[Available data — start]
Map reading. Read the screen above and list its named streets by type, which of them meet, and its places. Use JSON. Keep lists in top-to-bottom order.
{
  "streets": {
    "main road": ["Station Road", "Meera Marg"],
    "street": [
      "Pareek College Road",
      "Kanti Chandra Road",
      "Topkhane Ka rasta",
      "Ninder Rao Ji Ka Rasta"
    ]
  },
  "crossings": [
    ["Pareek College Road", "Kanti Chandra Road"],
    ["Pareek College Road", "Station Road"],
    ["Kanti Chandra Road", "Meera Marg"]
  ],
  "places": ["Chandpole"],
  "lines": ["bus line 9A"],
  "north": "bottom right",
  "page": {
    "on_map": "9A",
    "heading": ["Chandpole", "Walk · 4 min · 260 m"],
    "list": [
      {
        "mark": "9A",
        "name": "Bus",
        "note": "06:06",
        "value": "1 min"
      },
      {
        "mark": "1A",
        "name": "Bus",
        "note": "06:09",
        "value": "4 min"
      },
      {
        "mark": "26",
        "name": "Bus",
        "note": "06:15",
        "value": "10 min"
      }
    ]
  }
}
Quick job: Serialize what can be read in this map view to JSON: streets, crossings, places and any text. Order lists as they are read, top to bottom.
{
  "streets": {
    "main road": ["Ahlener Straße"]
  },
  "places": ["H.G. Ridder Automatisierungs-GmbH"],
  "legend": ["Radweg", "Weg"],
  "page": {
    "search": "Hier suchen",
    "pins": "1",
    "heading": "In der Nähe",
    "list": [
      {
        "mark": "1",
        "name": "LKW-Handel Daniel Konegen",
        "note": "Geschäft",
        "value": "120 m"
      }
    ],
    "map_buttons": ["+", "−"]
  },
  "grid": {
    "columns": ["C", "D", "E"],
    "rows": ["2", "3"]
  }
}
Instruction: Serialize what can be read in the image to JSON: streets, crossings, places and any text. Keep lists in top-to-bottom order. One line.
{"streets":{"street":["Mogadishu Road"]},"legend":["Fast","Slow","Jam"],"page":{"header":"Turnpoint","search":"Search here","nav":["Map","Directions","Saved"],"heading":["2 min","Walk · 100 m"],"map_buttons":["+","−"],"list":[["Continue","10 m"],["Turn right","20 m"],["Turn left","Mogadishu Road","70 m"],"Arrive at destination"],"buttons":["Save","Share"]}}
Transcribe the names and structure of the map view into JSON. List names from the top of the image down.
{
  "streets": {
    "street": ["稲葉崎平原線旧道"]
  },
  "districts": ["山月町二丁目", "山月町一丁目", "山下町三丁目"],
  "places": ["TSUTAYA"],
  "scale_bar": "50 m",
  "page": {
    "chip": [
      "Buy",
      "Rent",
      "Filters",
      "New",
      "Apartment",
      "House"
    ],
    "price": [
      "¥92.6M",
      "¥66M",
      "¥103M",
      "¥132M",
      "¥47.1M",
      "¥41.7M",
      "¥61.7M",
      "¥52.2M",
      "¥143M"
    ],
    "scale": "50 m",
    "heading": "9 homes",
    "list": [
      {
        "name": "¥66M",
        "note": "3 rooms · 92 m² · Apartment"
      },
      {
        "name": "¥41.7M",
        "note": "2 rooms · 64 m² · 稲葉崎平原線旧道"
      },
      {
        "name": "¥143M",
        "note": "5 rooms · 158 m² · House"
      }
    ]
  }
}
[Available data — finish]
§ Exercise requirements
Return the entries above exactly as they were written.

§ Completed exercise
Map reading. Read the screen above and list its named streets by type, which of them meet, and its places. Use JSON. Keep lists in top-to-bottom order.
{
  "streets": {
    "main road": ["Station Road", "Meera Marg"],
    "street": [
      "Pareek College Road",
      "Kanti Chandra Road",
      "Topkhane Ka rasta",
      "Ninder Rao Ji Ka Rasta"
    ]
  },
  "crossings": [
    ["Pareek College Road", "Kanti Chandra Road"],
    ["Pareek College Road", "Station Road"],
    ["Kanti Chandra Road", "Meera Marg"]
  ],
  "places": ["Chandpole"],
  "lines": ["bus line 9A"],
  "north": "bottom right",
  "page": {
    "on_map": "9A",
    "heading": ["Chandpole", "Walk · 4 min · 260 m"],
    "list": [
      {
        "mark": "9A",
        "name": "Bus",
        "note": "06:06",
        "value": "1 min"
      },
      {
        "mark": "1A",
        "name": "Bus",
        "note": "06:09",
        "value": "4 min"
      },
      {
        "mark": "26",
        "name": "Bus",
        "note": "06:15",
        "value": "10 min"
      }
    ]
  }
}
Quick job: Serialize what can be read in this map view to JSON: streets, crossings, places and any text. Order lists as they are read, top to bottom.
{
  "streets": {
    "main road": ["Ahlener Straße"]
  },
  "places": ["H.G. Ridder Automatisierungs-GmbH"],
  "legend": ["Radweg", "Weg"],
  "page": {
    "search": "Hier suchen",
    "pins": "1",
    "heading": "In der Nähe",
    "list": [
      {
        "mark": "1",
        "name": "LKW-Handel Daniel Konegen",
        "note": "Geschäft",
        "value": "120 m"
      }
    ],
    "map_buttons": ["+", "−"]
  },
  "grid": {
    "columns": ["C", "D", "E"],
    "rows": ["2", "3"]
  }
}
Instruction: Serialize what can be read in the image to JSON: streets, crossings, places and any text. Keep lists in top-to-bottom order. One line.
{"streets":{"street":["Mogadishu Road"]},"legend":["Fast","Slow","Jam"],"page":{"header":"Turnpoint","search":"Search here","nav":["Map","Directions","Saved"],"heading":["2 min","Walk · 100 m"],"map_buttons":["+","−"],"list":[["Continue","10 m"],["Turn right","20 m"],["Turn left","Mogadishu Road","70 m"],"Arrive at destination"],"buttons":["Save","Share"]}}
Transcribe the names and structure of the map view into JSON. List names from the top of the image down.
{
  "streets": {
    "street": ["稲葉崎平原線旧道"]
  },
  "districts": ["山月町二丁目", "山月町一丁目", "山下町三丁目"],
  "places": ["TSUTAYA"],
  "scale_bar": "50 m",
  "page": {
    "chip": [
      "Buy",
      "Rent",
      "Filters",
      "New",
      "Apartment",
      "House"
    ],
    "price": [
      "¥92.6M",
      "¥66M",
      "¥103M",
      "¥132M",
      "¥47.1M",
      "¥41.7M",
      "¥61.7M",
      "¥52.2M",
      "¥143M"
    ],
    "scale": "50 m",
    "heading": "9 homes",
    "list": [
      {
        "name": "¥66M",
        "note": "3 rooms · 92 m² · Apartment"
      },
      {
        "name": "¥41.7M",
        "note": "2 rooms · 64 m² · 稲葉崎平原線旧道"
      },
      {
        "name": "¥143M",
        "note": "5 rooms · 158 m² · House"
      }
    ]
  }
}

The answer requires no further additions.